Performance Evaluation

The tests were conducted on the following computational devices:

  • Intel(R) Xeon(R) Gold 6230R CPU on server
  • Nvidia Jetson TX2
  • Nvidia Jetson Xavier AGX
  • Nvidia RTX 2080 Ti GPU on server with Intel Xeon Gold processors

Inference time is measured as the time taken to transfer the input to the model (e.g., from CPU to GPU), run inference using the algorithm, and return results to CPU. Inner FPS refers to the speed of the model when the data is ready. We report FPS (single sample per inference) as the mean of 100 runs.

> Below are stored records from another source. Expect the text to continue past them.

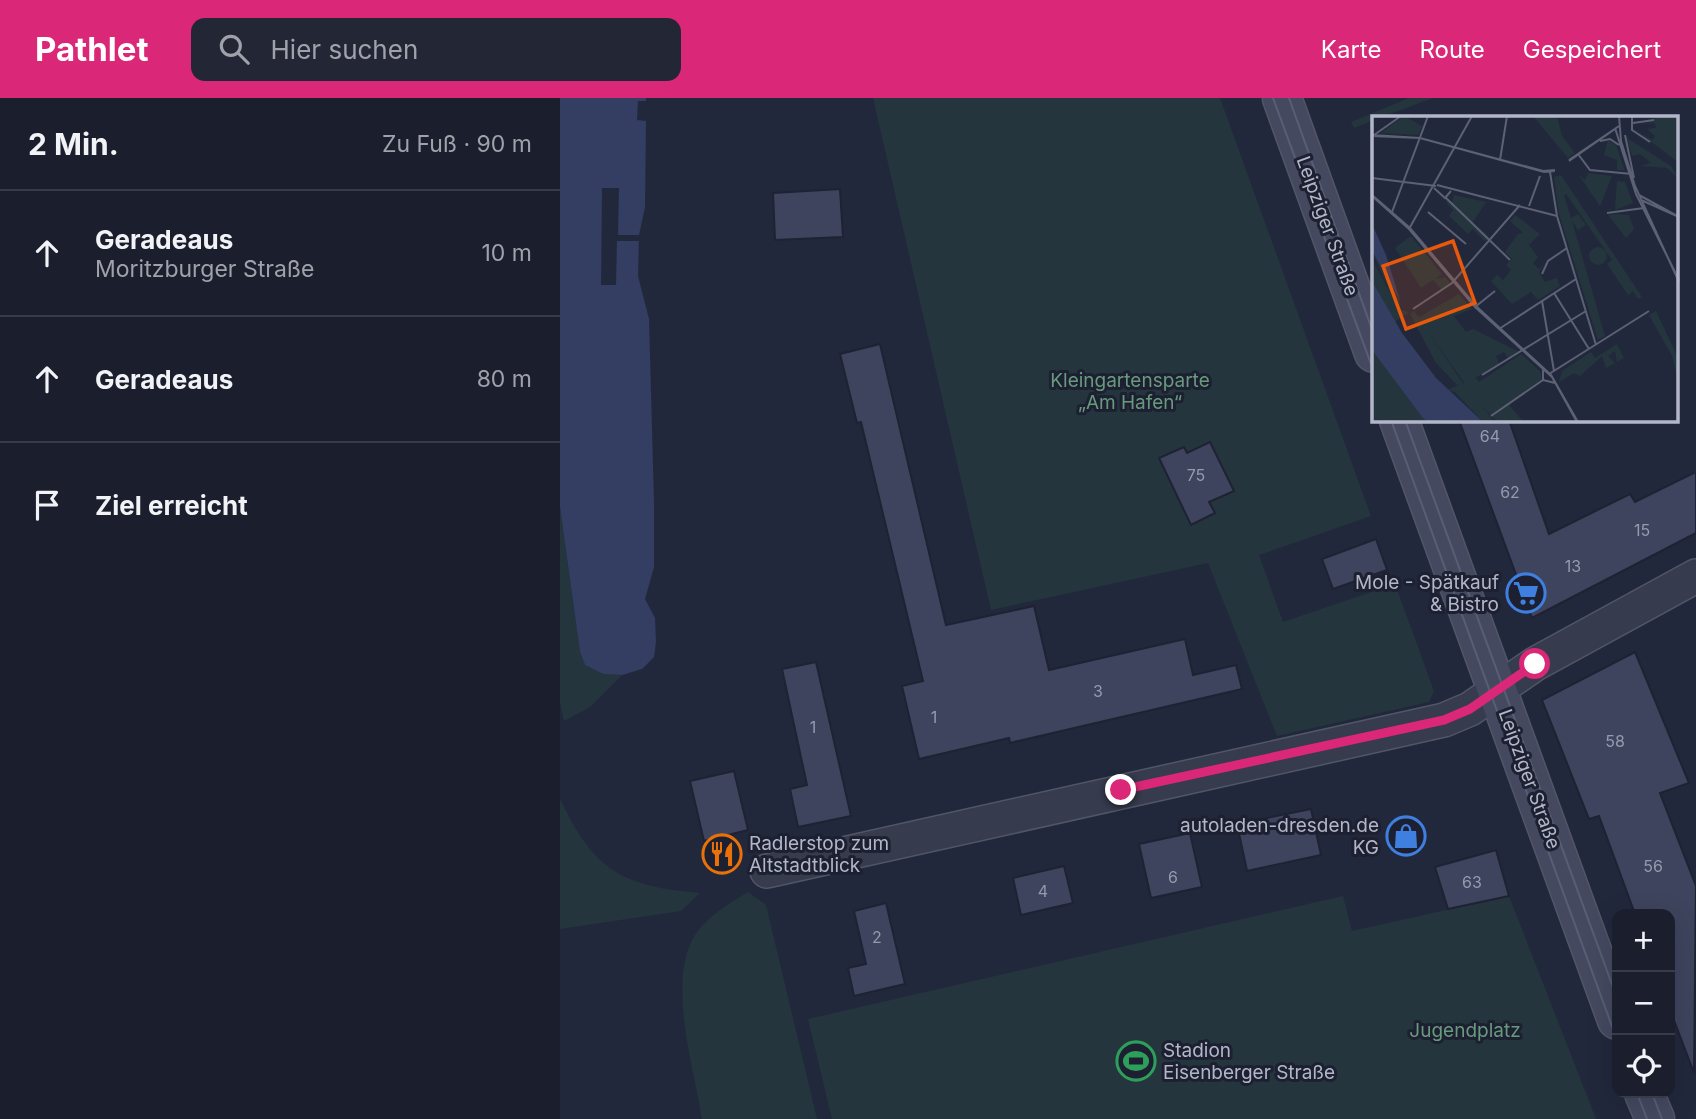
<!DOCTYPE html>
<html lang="de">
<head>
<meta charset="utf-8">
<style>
  body { margin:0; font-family:Inter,sans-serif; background:#232735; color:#f1f3f6 }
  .controls { position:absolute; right:21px; bottom:21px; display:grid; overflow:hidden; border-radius:14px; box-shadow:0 7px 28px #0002 }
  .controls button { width:63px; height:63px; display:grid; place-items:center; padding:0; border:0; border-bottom:2px solid #383c49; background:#1a1e2d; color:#f1f3f6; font:35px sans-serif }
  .stop { position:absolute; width:21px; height:21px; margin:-16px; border:5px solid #db2777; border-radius:50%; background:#fff }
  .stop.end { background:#db2777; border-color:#fff; box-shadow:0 2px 7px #0008 }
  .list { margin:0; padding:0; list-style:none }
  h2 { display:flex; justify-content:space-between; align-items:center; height:91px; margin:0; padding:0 28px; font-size:30px }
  h2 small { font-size:23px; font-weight:400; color:#9fa2aa }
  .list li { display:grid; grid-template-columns:46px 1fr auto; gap:21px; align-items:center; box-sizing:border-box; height:126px; padding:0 28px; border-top:2px solid #383c49 }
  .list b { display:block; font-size:26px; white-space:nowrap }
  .list p { margin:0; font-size:23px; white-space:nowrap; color:#9fa2aa }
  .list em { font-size:23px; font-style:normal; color:#9fa2aa }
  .icon { flex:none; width:38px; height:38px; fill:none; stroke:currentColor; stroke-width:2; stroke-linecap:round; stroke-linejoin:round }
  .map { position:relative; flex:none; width:1136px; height:1021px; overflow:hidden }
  header { display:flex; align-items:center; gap:42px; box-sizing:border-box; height:98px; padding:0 35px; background:#db2777; color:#fff }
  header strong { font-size:33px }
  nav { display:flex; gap:38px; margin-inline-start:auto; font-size:24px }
  .search { width:490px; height:63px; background:#232735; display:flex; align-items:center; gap:18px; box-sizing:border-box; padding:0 24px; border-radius:14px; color:#9fa2aa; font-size:26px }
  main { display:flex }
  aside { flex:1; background:#1a1e2d }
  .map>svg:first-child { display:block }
  .green { fill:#24353d }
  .water { fill:#343d62 }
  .pier { fill:#22283c }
  .building { fill:#3e445d; stroke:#1e2233; stroke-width:2 }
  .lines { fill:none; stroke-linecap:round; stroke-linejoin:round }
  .minor-casing { stroke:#515667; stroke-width:36 }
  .secondary-casing { stroke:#515667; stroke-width:41 }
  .minor { stroke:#363b4d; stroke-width:33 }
  .secondary { stroke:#444960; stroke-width:38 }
  .tram { stroke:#585e74; stroke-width:2 }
  .route { stroke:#db2777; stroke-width:9 }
  .labels { text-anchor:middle; stroke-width:6; stroke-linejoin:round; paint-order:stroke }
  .number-label { font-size:16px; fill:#959aad }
  .street-label { font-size:19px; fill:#b2b6c8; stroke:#1c2031 }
  .park-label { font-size:19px; fill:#689a7e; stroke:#1c2031 }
  .poi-label { font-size:19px; fill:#b2b6c8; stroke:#1c2031; text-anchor:end }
  .inset-river { fill:none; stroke:#343d62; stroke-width:3.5 }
  .inset-road { fill:none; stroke:#5c6174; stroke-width:2 }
  .view { fill:#e8590c; fill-opacity:0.15; stroke:#e8590c; stroke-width:3.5 }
  .inset-edge { fill:none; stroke:#b2b6c8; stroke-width:3.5 }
</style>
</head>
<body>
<header>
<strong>Pathlet</strong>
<div class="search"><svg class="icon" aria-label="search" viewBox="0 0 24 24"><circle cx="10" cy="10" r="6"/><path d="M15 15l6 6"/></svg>Hier suchen</div>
<nav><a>Karte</a><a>Route</a><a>Gespeichert</a></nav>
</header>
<main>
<aside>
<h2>2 Min.<small>Zu Fuß · 90 m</small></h2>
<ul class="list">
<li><svg class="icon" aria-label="ahead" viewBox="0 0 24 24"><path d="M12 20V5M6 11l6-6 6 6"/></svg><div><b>Geradeaus</b><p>Moritzburger Straße</p></div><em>10 m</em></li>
<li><svg class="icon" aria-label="ahead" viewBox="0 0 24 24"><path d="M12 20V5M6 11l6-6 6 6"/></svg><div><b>Geradeaus</b></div><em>80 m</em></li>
<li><svg class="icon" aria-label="arrive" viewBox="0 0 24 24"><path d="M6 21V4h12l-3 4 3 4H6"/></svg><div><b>Ziel erreicht</b></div></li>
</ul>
</aside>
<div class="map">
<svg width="1136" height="1021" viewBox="0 0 1136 1021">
  <rect width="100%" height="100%" fill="#22283c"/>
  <g class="green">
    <path d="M313,0H660L811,418L699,457L723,524L835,486L874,593L869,604L717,638L648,465L431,512Z"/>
    <path d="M849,0H873L822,19H814V22L794,30L791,24Z"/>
    <path d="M0,409L20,554L25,567L43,576L62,577L30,609L4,623L0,604Z"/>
    <path d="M0,701C34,773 62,788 140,795L121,813L0,831Z"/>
    <path d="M188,794L206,807L257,1021H142C134,970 105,879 137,834C151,816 170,805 188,794Z"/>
    <path d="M783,798L792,833L949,798L1036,1021H272L248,921Z"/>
  </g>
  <path class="water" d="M0,0H86V3H78L77,22L86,23L85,109L79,137L78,178L89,221L94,405V469L85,501L95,520L96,544L94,559L82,571L62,577L43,576L25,567L20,554L0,409Z"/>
  <path class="pier" d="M42,90H59L58,137H79V143H57L56,187H41Z"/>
  <g class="building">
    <path d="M280,91L283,139L215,142L213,95Z"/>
    <path d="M320,246L386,527L474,508L489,572L625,541L633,577L676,567L682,591L450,645L449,640L359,661L342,588L363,583L301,324L297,325L280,256Z"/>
    <path d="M899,322H949L989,436L1070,396L1075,404L1136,374V435L972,520Z"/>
    <path d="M650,344L674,393L649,404L655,415L631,427L599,360L624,349L627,355Z"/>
    <path d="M816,441L827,472L773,491L762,461Z"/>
    <path d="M1075,554L1129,685L1100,695L1136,788L1134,975L1110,912V816H1075L1039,718L1029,721L982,602Z"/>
    <path d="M256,564L291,718L238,729L230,691L247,687L222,571Z"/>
    <path d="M174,673L188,732L144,743L130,683Z"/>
    <path d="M751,711L761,757L687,773L677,726Z"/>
    <path d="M630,735L642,789L591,800L579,746Z"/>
    <path d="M936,752L949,798L888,811L875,769Z"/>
    <path d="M504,768L513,805L461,817L453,780Z"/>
    <path d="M326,805L345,886L294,898L288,870L306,866L294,813Z"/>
  </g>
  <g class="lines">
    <g class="minor-casing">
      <path id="minor" d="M207,773L884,622L910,611L975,566L1136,478"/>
    </g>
    <g class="secondary-casing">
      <g id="secondary">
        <path d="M722,0L814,255"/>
        <path d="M839,322L1057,922"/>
        <path d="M1084,995L1095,1021"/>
      </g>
    </g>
    <use href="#minor" class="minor"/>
    <use href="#secondary" class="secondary"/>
    <g class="tram">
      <path d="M713,0L814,274"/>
      <path d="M729,0L814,237"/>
      <path d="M831,322L1057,942"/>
      <path d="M845,322L1057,900"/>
      <path d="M1077,995L1087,1021"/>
      <path d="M1092,995L1102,1021"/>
    </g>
  </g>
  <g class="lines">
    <path class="route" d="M561,692L884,622L910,611L975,566"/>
  </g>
  <defs>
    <g id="supermarket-ring" transform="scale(2.0125)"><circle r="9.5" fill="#1c2031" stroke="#3f7fe0" stroke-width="1.5"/><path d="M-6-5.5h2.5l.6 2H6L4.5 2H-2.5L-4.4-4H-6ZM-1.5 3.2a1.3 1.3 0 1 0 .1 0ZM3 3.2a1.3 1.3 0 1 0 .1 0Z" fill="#3f7fe0"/></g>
    <g id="shop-ring" transform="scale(2.0125)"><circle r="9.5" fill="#1c2031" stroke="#3f7fe0" stroke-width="1.5"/><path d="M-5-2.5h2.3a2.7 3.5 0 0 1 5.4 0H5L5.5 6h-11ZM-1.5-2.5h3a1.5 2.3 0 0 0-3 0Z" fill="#3f7fe0"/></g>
    <g id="restaurant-ring" transform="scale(2.0125)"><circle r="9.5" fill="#1c2031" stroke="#e8710a" stroke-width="1.5"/><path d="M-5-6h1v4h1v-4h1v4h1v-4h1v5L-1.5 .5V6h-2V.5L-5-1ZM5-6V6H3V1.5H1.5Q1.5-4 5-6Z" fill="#e8710a"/></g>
    <g id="stadium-ring" transform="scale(2.0125)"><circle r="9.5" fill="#1c2031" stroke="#2e9e5b" stroke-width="1.5"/><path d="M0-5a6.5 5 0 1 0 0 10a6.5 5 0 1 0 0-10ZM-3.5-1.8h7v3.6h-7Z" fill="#2e9e5b"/></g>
  </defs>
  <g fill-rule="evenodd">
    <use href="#supermarket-ring" x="966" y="495"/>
    <use href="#shop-ring" x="846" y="738"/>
    <use href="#restaurant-ring" x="162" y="756"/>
    <use href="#stadium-ring" x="576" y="963"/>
  </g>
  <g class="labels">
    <g class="number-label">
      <text x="930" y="344">64</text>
      <text x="636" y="383">75</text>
      <text x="950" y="400">62</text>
      <text x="1082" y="438">15</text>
      <text x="1013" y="474">13</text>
      <text x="538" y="599">3</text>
      <text x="374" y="625">1</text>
      <text x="253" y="635">1</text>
      <text x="1055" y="649">58</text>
      <text x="1093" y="774">56</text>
      <text x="613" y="785">6</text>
      <text x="912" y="790">63</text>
      <text x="483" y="799">4</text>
      <text x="317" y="845">2</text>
    </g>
    <g class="street-label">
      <text transform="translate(768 128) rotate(70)" y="7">Leipziger Straße</text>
      <text transform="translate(970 681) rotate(70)" y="7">Leipziger Straße</text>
    </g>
    <g class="park-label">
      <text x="570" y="289">Kleingartensparte<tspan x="570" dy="22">„Am Hafen“</tspan></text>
      <text x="905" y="939">Jugendplatz</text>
    </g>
    <g class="poi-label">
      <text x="939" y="491">Mole - Spätkauf<tspan x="939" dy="22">&amp; Bistro</tspan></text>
      <text x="819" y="734">autoladen-dresden.de<tspan x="819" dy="22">KG</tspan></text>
      <text x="189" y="752" text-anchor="start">Radlerstop zum<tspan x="189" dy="22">Altstadtblick</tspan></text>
      <text x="603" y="959" text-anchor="start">Stadion<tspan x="603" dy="22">Eisenberger Straße</tspan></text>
    </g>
  </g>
  <g transform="translate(812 18)">
    <rect width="306" height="306" fill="#22283c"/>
    <path d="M32,0L50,10L46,19L9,17ZM161,0H185L190,20L203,37L196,42ZM282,0H306V46L266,16L281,24L283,20L275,13L284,12L283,7L267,8L282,6ZM255,22L299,50L306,62L295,52L269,50L279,47L268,38L260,40ZM236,24L244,29L253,55L245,54V44L232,39ZM216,57L240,60L228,90L206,58L213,64ZM189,59L270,181L266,183L261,175L256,179L235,148L240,144L194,78L192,79L199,102L206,98L214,109L206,114L200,105L233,220L226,224L187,98L182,61ZM245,65L253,66L261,87L243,94ZM82,79L114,86L101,106L117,121L113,125L101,113L96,118L77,100L81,94L73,85L80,86ZM244,98L257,99L262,113L254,122L236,99ZM143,99L168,118L157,129L166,141L161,147L167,153L172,149L167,156L173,166L185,162L188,170L166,184L159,176L140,188L119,165L125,159L131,164L139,154L134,149L140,143L133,136L146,118L151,117L138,105ZM39,120L70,158L64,163L73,161L78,167L69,173L61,164L49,172L23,132ZM217 140a9 9 0 1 1 18 0a9 9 0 1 1-18 0ZM0,135L28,184L27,193L37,196L23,206L0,165V143L19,179ZM87,178L100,193L82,200L94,216L101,213L147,236L136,242L132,236L124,240L127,248L93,268L57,217L92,269H85L64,247L38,198L42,195L47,201ZM284,195L306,242V265L300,240L277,199ZM245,228L252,242L245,246L243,235L236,240L243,247L234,252L230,240L208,260L202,257L187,266L190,255L219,236L223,242ZM0,234L50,301L55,306H0ZM149,238L168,255L170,263L137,289L152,306H125L108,288L123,306H111L83,276L75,274L104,262L107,266Z" fill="#24353d"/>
    <path d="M0,108L14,139L28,184L0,135ZM0,165L30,217L64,262L111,306H55L50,301L0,234Z" fill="#343d62"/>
    <path class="inset-river" d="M0,203L12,225L79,306"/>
    <path class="inset-road" d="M247,0L249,25L263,70L307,166M260,0V14L278,26M261,7L282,4M243,12L264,78L307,164M0,19L48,22L171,55L183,54M2,19L29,0M253,19L262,62M0,20L48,22L172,56L183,55M228,25L238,23L247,29M206,38L218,54L260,58M128,44L135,0M197,44L247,10M197,45L243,13M178,56L185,100L224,229M0,62L64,70M65,69L185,100M62,72L73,82L79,75M0,79L38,112L104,190L179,259L206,306M267,79L307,101M0,80L37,113L103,191L180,261L205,306M74,82L138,144M269,84L307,101M157,90L168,60M20,96L56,0M56,96L94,128M235,97L272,92M37,113L100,0M170,158L176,145L195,132M182,177L217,233M170,185L182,255M103,191L123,175M41,193L80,167L148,89M127,213L204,163M171,252V264L183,267M177,258L277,195M110,259L214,195M119,300L171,264"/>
    <path class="view" d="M81,125L103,187L34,213L11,150Z"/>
    <rect width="306" height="306" class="inset-edge"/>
  </g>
</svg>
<div class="controls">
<button>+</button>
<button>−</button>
<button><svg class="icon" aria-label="locate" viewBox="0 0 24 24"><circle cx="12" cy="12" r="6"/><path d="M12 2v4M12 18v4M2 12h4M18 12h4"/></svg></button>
</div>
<div class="stop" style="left:975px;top:566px"></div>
<div class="stop end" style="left:561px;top:692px"></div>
</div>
</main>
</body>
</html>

Full FPS Evaluation of AB3DMOT for classes Car, Pedestrian, Cyclist on KITTI dataset.

Model Object Class TX2 (FPS) Xavier (FPS) RTX 2080 Ti (FPS)
AB3DMOT All 101.26 175.25 344.84

Energy (Joules) of AB3DMOT on embedded devices.

Model Object Class TX2 (Joules) Xavier (Joules)
AB3DMOT All 0.18 0.07

AB3DMOT platform compatibility evaluation.

Platform Test results
x86 - Ubuntu 20.04 (bare installation - CPU) Pass
x86 - Ubuntu 20.04 (bare installation - GPU) Pass
x86 - Ubuntu 20.04 (pip installation) Pass
x86 - Ubuntu 20.04 (CPU docker) Pass
x86 - Ubuntu 20.04 (GPU docker) Pass
NVIDIA Jetson TX2 Pass
NVIDIA Jetson Xavier AGX Pass

References

[1] AB3DMOT: A Baseline for 3D Multi-Object Tracking and New Evaluation Metrics, arXiv. [2] KITTI evaluation development kit.